This package contains Matlab implementations of various kernel-based statistical hypothesis tests for the two-sample problem, as described in GreEtAl07, GreEtAl09, and GreEtAl12.

We propose to test whether distributions P and Q are different on the basis of samples drawn from each of them, by finding a smooth function (the witness function) which is large on the points drawn from P, and small (as negative as possible) on the points from Q. We use as our test statistic the difference between the mean function values on the two samples, or maximum mean discrepancy (MMD): when this is large, the samples are likely from different distributions. Smoothness is enforced by restricting the witness function to a unit ball in a reproducing kernel Hilbert space. The MMD is an instance of an integral probability metric.

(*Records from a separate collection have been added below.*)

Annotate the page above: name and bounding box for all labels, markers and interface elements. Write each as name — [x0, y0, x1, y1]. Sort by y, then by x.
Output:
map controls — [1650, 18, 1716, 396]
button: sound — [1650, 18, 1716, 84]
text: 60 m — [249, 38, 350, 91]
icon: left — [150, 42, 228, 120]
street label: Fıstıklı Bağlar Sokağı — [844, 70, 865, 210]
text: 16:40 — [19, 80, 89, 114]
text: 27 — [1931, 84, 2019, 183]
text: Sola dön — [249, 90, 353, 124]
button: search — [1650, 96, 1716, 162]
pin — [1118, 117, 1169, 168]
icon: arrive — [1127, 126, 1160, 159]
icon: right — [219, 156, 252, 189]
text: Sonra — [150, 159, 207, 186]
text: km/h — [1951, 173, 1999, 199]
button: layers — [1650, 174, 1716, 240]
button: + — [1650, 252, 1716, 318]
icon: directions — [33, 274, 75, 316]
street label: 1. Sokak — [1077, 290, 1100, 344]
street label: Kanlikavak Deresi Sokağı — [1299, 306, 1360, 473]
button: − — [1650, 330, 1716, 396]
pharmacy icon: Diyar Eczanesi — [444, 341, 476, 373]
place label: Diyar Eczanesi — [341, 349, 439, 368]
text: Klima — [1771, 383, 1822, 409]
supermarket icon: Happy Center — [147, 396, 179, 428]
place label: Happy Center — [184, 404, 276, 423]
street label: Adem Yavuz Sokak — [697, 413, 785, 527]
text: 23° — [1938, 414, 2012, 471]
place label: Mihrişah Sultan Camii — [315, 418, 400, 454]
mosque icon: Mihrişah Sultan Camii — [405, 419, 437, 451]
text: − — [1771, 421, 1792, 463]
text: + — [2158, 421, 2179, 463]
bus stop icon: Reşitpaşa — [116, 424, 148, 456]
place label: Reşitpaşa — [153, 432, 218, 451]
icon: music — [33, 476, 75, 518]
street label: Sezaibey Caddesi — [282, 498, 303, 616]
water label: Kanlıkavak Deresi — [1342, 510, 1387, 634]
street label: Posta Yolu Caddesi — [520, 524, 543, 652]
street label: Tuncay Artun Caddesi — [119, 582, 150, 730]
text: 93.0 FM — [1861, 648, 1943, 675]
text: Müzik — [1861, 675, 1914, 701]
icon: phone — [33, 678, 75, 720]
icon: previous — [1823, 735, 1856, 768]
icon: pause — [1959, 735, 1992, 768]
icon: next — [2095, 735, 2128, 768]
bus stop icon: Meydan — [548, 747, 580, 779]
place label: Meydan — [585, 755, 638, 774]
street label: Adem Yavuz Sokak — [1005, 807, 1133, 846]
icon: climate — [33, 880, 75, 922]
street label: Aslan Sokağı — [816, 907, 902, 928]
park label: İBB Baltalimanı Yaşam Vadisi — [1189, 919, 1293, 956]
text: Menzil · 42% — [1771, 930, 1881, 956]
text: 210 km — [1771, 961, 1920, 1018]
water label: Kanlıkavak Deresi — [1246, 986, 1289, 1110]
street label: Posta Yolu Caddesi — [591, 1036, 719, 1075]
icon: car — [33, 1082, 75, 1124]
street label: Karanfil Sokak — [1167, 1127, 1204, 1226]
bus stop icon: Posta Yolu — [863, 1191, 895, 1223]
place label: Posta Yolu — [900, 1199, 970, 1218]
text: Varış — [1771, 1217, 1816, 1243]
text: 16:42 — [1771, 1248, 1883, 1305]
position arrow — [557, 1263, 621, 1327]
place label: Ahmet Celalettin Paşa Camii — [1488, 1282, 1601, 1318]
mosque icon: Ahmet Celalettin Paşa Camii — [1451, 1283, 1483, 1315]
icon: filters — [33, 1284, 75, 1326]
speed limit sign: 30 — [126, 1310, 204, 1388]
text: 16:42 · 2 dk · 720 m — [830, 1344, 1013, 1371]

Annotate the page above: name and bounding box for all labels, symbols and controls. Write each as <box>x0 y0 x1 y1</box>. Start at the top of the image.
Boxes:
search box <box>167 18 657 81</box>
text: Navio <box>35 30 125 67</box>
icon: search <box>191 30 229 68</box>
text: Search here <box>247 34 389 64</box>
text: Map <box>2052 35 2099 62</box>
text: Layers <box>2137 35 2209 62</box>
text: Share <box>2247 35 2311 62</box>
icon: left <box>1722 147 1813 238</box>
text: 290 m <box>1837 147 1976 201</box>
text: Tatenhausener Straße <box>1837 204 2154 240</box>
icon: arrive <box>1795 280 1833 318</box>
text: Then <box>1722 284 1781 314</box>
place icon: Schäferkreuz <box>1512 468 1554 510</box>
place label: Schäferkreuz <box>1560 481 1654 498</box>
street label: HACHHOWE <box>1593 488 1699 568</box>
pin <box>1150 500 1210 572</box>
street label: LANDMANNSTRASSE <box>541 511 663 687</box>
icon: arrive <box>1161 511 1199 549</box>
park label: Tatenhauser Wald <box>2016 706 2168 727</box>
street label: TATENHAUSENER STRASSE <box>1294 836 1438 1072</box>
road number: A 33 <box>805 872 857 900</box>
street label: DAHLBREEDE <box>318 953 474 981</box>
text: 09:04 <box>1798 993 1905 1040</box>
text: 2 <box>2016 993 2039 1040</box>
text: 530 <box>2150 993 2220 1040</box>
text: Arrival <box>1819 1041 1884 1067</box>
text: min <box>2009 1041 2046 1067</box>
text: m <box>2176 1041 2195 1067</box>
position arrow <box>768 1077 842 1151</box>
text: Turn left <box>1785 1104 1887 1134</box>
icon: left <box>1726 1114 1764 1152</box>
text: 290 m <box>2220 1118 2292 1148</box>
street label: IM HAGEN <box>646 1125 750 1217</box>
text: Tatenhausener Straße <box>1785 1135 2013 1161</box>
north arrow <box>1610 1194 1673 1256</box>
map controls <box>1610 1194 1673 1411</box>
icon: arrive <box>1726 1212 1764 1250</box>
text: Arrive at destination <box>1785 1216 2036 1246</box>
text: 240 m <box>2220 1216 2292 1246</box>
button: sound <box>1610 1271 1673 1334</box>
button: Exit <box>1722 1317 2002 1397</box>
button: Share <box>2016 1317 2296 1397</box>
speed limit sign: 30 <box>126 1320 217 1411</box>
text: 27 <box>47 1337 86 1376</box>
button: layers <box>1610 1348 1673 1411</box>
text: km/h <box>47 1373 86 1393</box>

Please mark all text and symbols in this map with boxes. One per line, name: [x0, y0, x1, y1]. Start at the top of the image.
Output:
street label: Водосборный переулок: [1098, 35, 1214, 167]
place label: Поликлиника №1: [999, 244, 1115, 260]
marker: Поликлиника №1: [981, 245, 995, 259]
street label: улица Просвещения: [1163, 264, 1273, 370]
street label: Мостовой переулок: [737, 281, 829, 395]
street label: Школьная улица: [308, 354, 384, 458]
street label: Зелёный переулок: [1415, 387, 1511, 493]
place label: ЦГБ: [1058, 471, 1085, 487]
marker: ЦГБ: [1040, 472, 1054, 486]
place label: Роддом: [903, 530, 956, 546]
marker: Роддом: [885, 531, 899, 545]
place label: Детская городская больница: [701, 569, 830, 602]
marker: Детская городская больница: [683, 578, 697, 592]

Four strategies may be used to calculate the test threshold:

• Bootstrap (mmdTestBoot.m) uses bootstrap resampling on the aggregated data to obtain a test threshold, as described in GreEtAl12. This option is recommended for first-time users: it is computationally costly, but does not require checks for possible failure conditions.
• Fast, consistent test (mmdTestSpec.m) uses the eigenvalues of the joint kernel matrix over both samples to obtain a consistent estimate of the null distribution, as described in GreEtAl09. Before using this option, check that there are sufficient data available to avoid truncation of the eigenspectrum (see Figure 2, Section 4 in GreEtAl09 for details).
• Moment matching using Pearson curves (mmdTestPears.m) fits Pearson curves to the first three moments (and uses a lower bound on the fourth): see Section 5 of GreEtAl12. This is the slowest of the tests, and can fail under some circumstances, since it is not guaranteed to be consistent (see Figure 1, Section 4 in GreEtAl09). That said, it can be more accurate than bootstrap at small sample sizes (roughly speaking, less than 100 points from each of P and Q, but this depends on the distributions; see Section 8.2 of GreEtAl12). Requires the Matlab statistics toolbox.
• Gamma test (mmdTestGamma.m) uses a Gamma approximation to the null distribution, as described in Eq. 8 of GreEtAl09. Very fast to run, but it has no guarantees of consistency, and can fail in some circumstances (see Figure 1, Section 4 in GreEtAl09).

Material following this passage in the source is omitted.